◆ **Instructions for the task**
Go through the data and copy each line that holds "labels".

Stored records
# # # # # # #
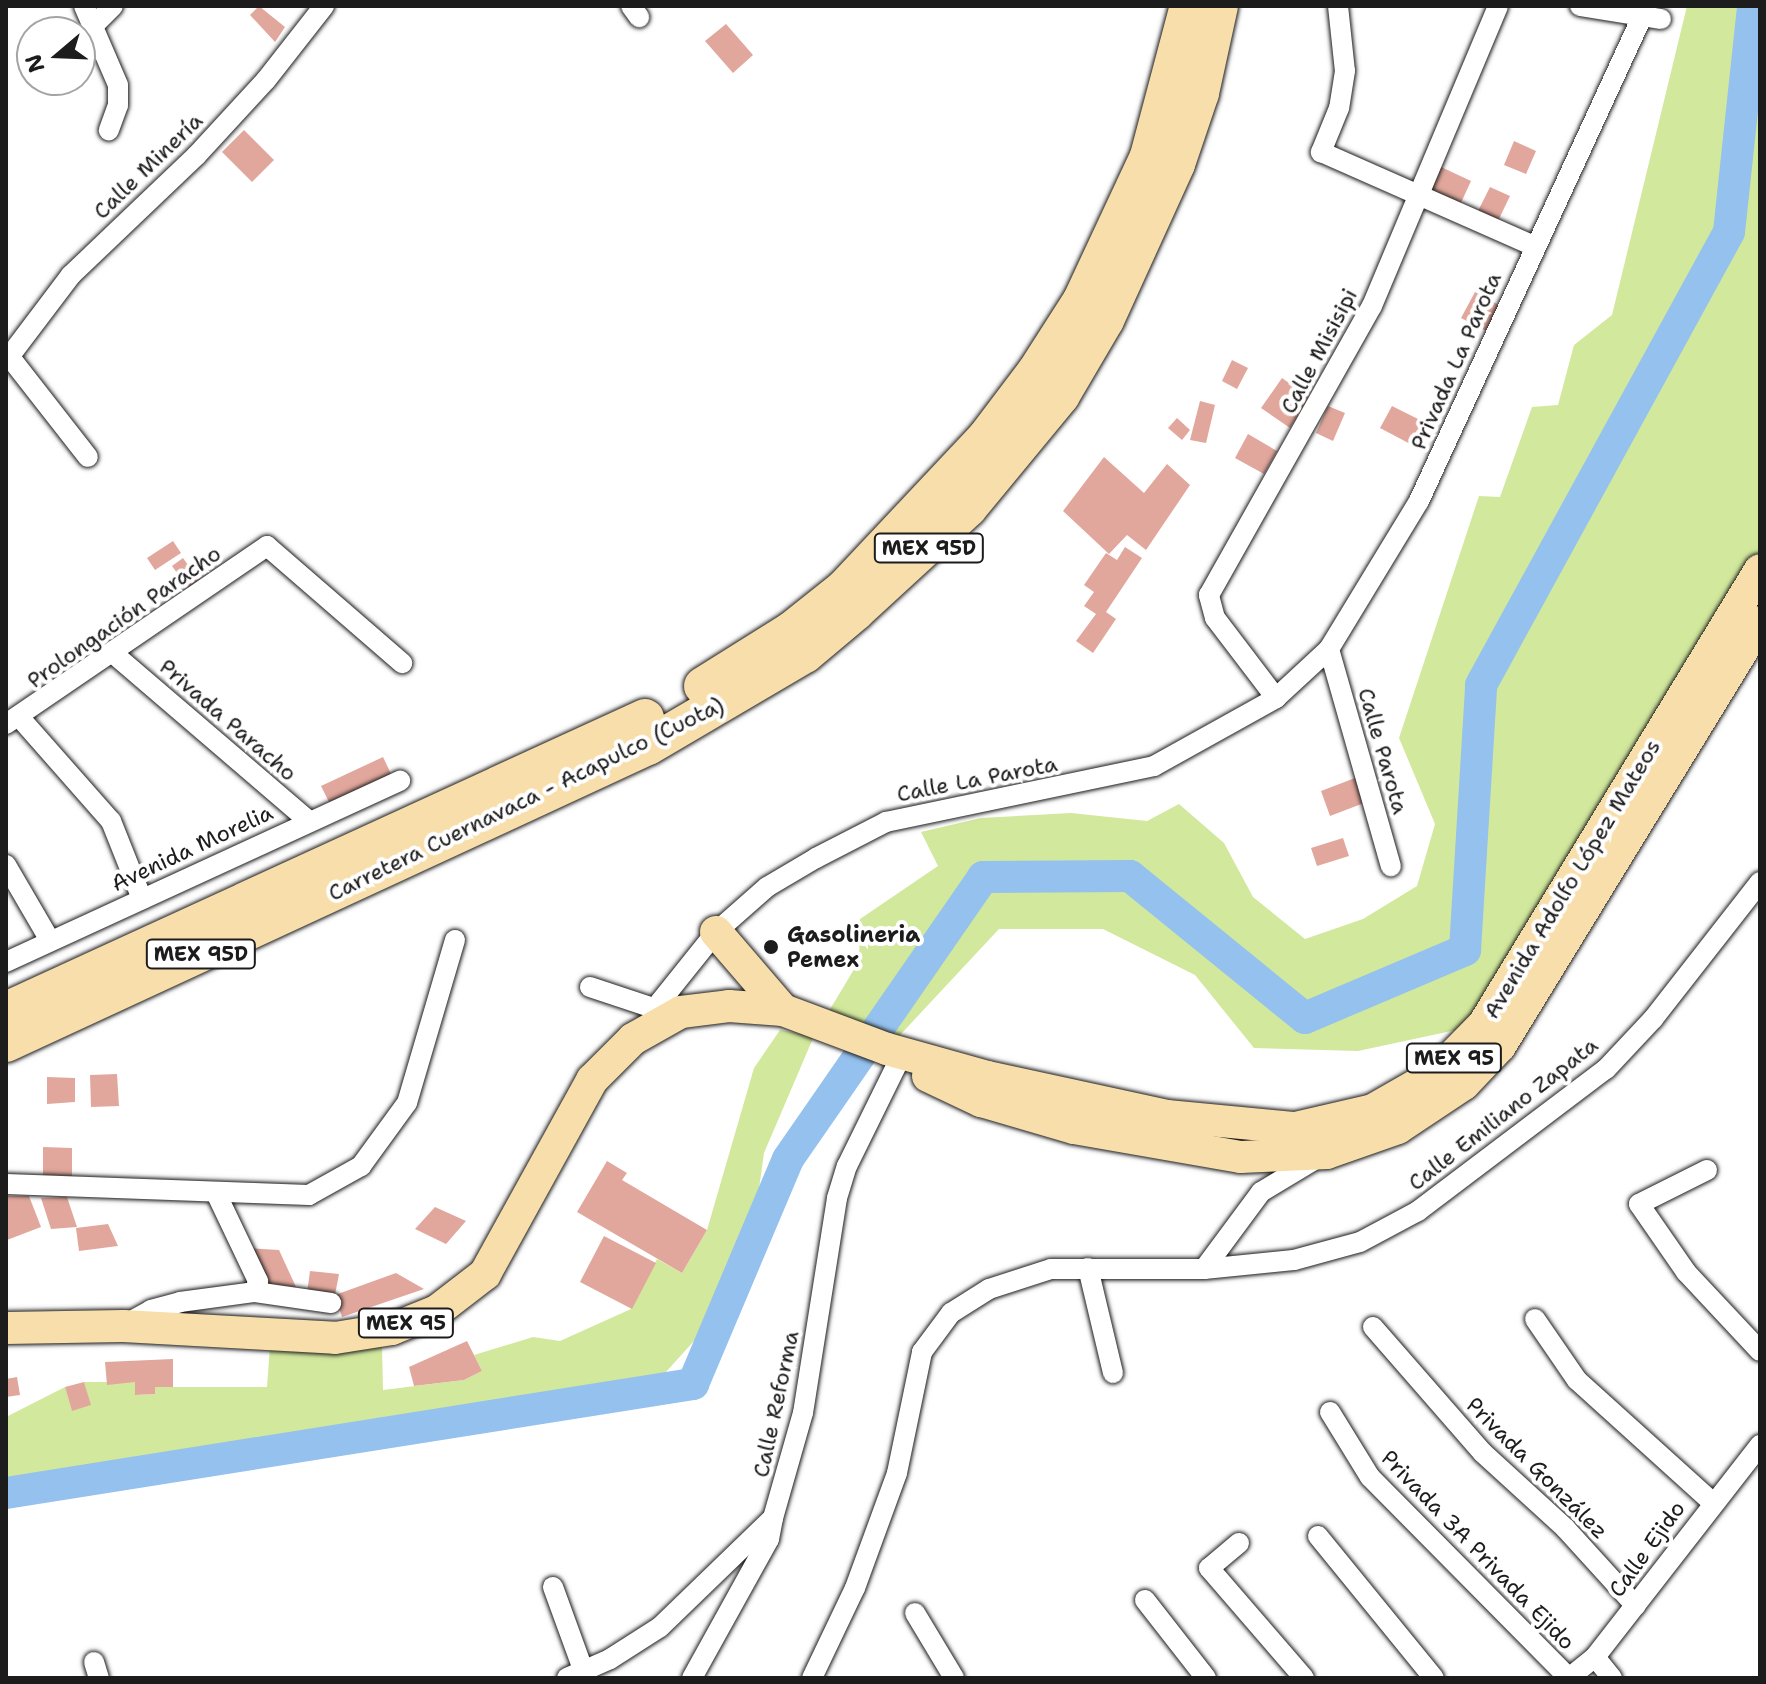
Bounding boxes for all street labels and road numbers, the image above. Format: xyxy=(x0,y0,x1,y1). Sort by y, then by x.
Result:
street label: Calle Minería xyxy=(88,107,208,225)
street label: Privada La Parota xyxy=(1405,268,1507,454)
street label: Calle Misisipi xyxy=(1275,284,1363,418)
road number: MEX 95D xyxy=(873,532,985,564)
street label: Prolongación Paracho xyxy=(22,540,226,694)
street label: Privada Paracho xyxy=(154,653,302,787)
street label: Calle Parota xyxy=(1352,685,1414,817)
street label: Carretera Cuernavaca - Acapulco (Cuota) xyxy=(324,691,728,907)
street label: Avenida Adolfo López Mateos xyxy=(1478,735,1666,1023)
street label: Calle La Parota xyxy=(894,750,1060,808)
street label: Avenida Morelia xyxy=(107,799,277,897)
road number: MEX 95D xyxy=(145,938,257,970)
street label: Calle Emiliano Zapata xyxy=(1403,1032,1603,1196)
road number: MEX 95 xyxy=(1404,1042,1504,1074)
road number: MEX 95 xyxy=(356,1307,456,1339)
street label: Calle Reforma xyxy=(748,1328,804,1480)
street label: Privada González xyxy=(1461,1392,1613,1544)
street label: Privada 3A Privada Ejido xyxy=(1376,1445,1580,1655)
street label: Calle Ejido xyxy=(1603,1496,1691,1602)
# # # # # # #
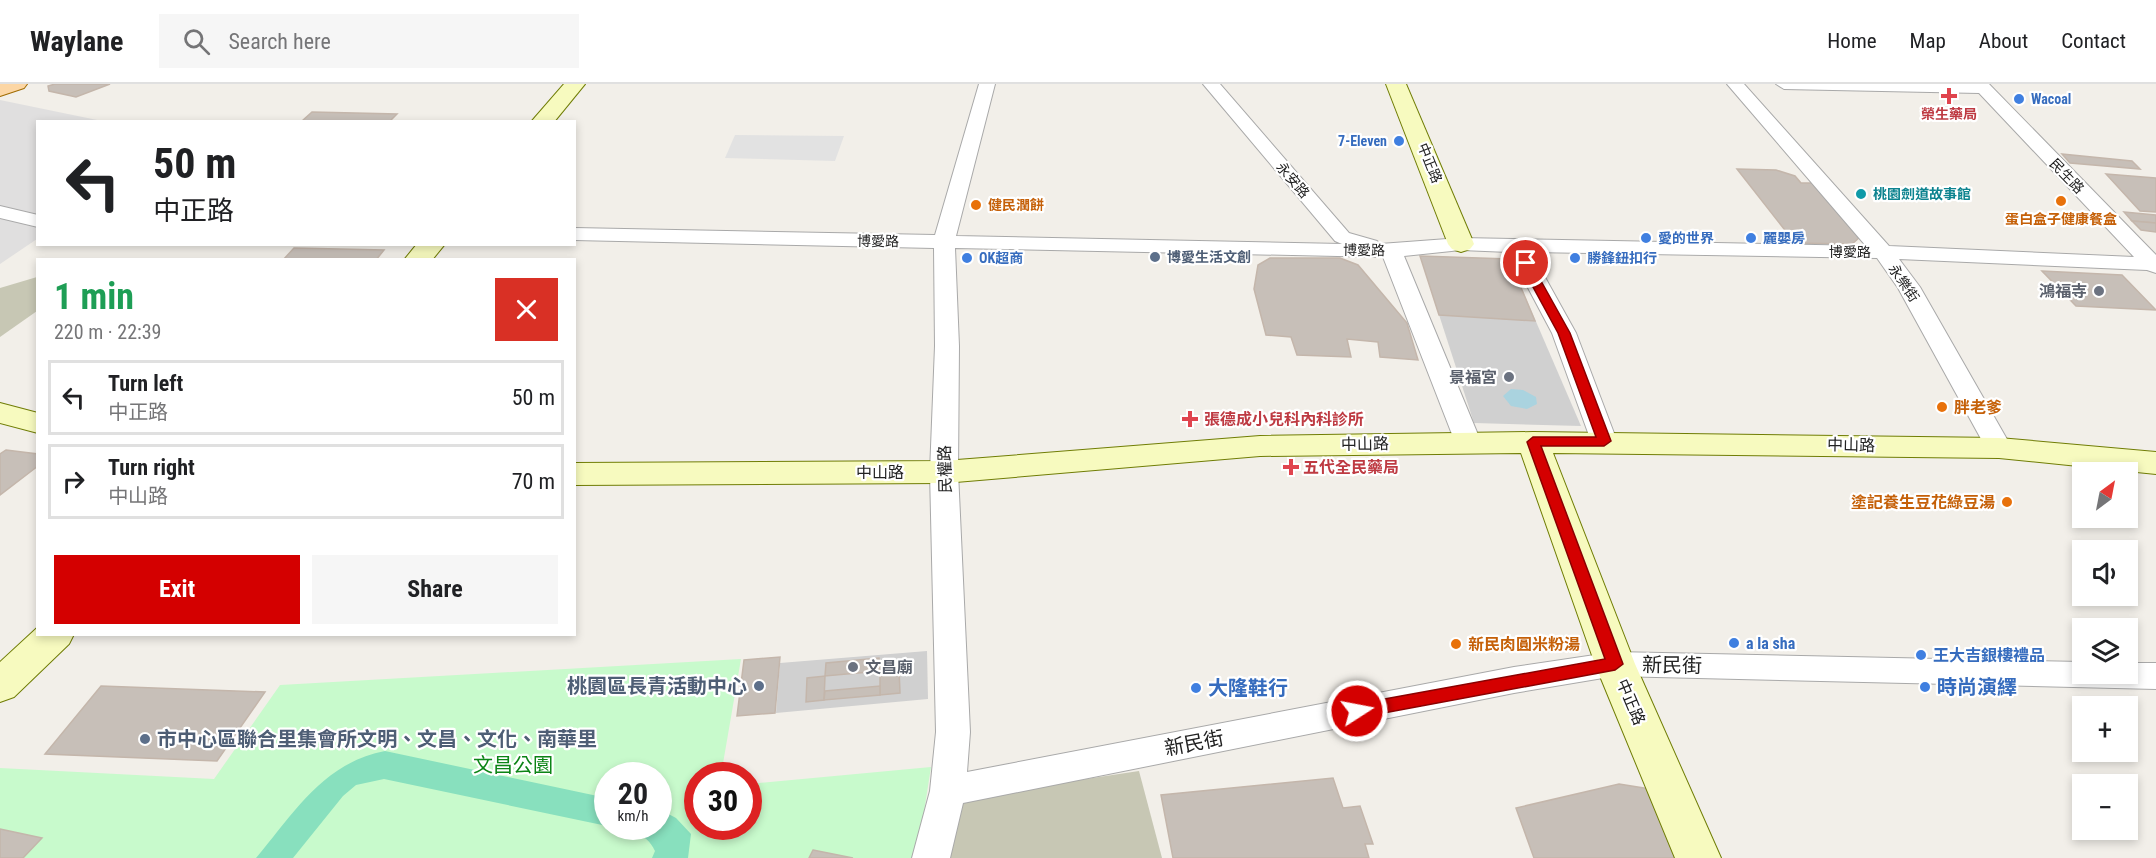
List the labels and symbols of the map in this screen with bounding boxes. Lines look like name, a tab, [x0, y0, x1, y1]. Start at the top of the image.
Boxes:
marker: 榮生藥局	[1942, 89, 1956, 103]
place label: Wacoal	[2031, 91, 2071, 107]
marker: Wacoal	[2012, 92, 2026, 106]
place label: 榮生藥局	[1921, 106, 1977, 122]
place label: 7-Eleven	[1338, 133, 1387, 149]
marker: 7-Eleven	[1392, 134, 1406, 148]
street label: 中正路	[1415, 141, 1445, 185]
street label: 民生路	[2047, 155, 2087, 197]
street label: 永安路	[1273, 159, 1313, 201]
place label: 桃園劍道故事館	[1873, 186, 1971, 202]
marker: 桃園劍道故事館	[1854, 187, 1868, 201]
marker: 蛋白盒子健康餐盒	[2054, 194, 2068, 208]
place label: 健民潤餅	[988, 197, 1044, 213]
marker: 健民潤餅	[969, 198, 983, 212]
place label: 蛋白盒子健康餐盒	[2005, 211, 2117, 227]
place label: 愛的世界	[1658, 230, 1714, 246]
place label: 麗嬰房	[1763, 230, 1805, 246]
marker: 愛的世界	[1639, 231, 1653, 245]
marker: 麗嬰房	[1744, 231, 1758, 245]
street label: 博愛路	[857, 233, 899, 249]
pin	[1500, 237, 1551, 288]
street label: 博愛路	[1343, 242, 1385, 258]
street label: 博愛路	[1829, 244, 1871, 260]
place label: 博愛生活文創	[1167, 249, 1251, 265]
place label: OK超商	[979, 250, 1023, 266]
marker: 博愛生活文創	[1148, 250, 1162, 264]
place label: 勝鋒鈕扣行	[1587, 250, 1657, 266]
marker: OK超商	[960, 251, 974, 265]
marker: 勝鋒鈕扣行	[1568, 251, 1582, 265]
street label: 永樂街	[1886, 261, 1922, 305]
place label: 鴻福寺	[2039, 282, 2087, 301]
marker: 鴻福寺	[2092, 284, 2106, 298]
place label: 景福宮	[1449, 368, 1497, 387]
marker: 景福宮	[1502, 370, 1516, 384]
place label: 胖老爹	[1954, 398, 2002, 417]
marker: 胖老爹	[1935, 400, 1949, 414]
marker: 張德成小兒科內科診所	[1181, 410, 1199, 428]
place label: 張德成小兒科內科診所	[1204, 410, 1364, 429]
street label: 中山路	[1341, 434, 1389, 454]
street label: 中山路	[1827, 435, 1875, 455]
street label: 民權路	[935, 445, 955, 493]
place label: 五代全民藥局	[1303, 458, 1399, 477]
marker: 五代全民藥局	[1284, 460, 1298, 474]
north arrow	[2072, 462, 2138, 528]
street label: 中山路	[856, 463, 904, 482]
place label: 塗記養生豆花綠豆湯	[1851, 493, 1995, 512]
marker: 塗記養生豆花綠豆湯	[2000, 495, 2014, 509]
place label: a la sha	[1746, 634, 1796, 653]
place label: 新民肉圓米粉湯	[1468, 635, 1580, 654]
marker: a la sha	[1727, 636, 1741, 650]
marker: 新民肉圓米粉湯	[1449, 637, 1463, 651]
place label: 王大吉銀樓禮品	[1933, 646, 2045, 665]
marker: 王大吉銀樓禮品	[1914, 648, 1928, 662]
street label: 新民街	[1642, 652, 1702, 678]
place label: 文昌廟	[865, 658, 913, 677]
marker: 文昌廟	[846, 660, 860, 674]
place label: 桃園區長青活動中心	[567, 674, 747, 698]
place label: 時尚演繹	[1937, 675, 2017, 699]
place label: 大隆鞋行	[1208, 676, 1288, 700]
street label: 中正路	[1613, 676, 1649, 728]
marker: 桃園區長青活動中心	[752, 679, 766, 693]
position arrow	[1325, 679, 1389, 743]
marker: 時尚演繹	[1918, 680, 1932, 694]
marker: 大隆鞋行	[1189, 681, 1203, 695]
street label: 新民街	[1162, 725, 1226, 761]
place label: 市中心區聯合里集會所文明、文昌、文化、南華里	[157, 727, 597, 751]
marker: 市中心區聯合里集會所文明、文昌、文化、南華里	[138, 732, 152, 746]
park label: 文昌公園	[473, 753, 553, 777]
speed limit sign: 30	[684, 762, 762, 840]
# # # # # # #
◆ **Task solution**
Bounding boxes for all street labels and road numbers, the image above. Format: xyxy=(x0,y0,x1,y1). Sort by y, then by x.
List the labels and symbols of the map in this screen with bounding boxes. Lines look like name, a tab, [x0, y0, x1, y1]. Start at the top of the image.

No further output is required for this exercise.